Dans un message publié sur son compte X (anciennement Twitter), l’ex-parlementaire dénonce une institution « aux ordres », et attribue les dérives observées à l’ancien premier ministre.
« Parler de rigueur et de transparence alors que vous cautionnez des violations graves des lois de la République, c’est faire offense à l’intelligence du peuple congolais », écrit-elle.
Le cœur de sa critique vise des « actes manifestement irrecevables en droit », introduits selon elle sous l’autorité tacite de la présidence du Sénat. Francine Muyumba accuse Jean-Michel Sama Lukonde d’avoir favorisé l’examen de dossiers entachés de vices juridiques, dans un but qu’elle estime politique :
« Être utilisé pour légitimer l’illégitime », déclare-t-elle, sans fournir de détails sur les textes ou les cas concernés.
Dans la dernière partie de son message, Francine Muyumba affirme que « l’Histoire retiendra que, sous votre présidence, le Sénat congolais a troqué son indépendance contre une soumission aveugle ». Elle en appelle à un retour aux principes constitutionnels et au respect du droit.
Au moment de la publication, la présidence du Sénat n’avait pas encore réagi à cette déclaration. Aucune communication formelle n’a été diffusée pour répondre aux accusations de l’ancienne sénatrice.

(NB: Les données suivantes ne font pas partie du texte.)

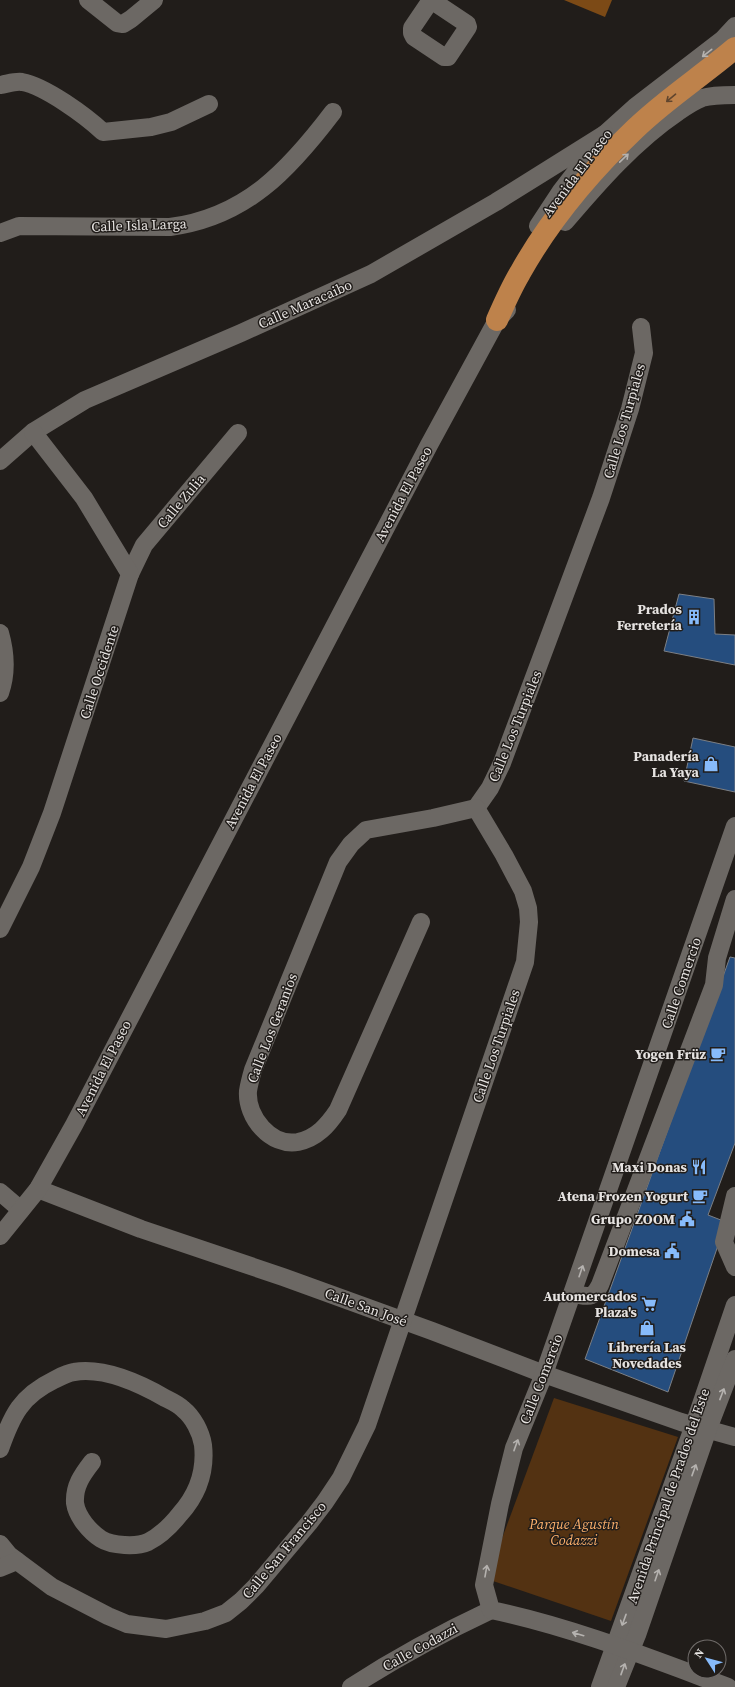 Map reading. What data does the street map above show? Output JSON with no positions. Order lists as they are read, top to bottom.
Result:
{
  "streets": {
    "street": [
      "Avenida El Paseo",
      "Calle Isla Larga",
      "Calle Maracaibo",
      "Calle Los Turpiales",
      "Calle Zulia",
      "Calle Occidente",
      "Calle Comercio",
      "Calle Los Geranios",
      "Calle San José",
      "Avenida Principal de Prados del Este",
      "Calle San Francisco",
      "Calle Codazzi"
    ]
  },
  "crossings": [
    ["Avenida El Paseo", "Calle Maracaibo"],
    ["Avenida El Paseo", "Calle San José"],
    ["Calle Los Turpiales", "Calle Los Geranios"],
    ["Calle Los Turpiales", "Calle San José"],
    ["Calle Los Turpiales", "Calle San Francisco"],
    ["Calle Zulia", "Calle Occidente"],
    ["Calle Comercio", "Calle San José"],
    ["Calle Comercio", "Calle Codazzi"],
    ["Calle San José", "Avenida Principal de Prados del Este"],
    ["Calle San José", "Calle San Francisco"]
  ],
  "parks": ["Parque Agustín Codazzi"],
  "places": {
    "building": ["Prados Ferretería"],
    "shop": ["Panadería La Yaya", "Librería Las Novedades"],
    "cafe": ["Yogen Früz", "Atena Frozen Yogurt"],
    "restaurant": ["Maxi Donas"],
    "public building": ["Grupo ZOOM", "Domesa"],
    "supermarket": ["Automercados Plaza's"]
  },
  "north": "top left"
}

Cette sortie intervient alors que le climat institutionnel au sein du Parlement est marqué par de fortes tensions. Des critiques récurrentes sont formulées sur le rôle et le fonctionnement des institutions, notamment sur la séparation des pouvoirs et l’indépendance des organes parlementaires. La déclaration de Francine Muyumba s’inscrit dans une séquence politique où la gouvernance des organes législatifs fait l’objet d’une attention croissante.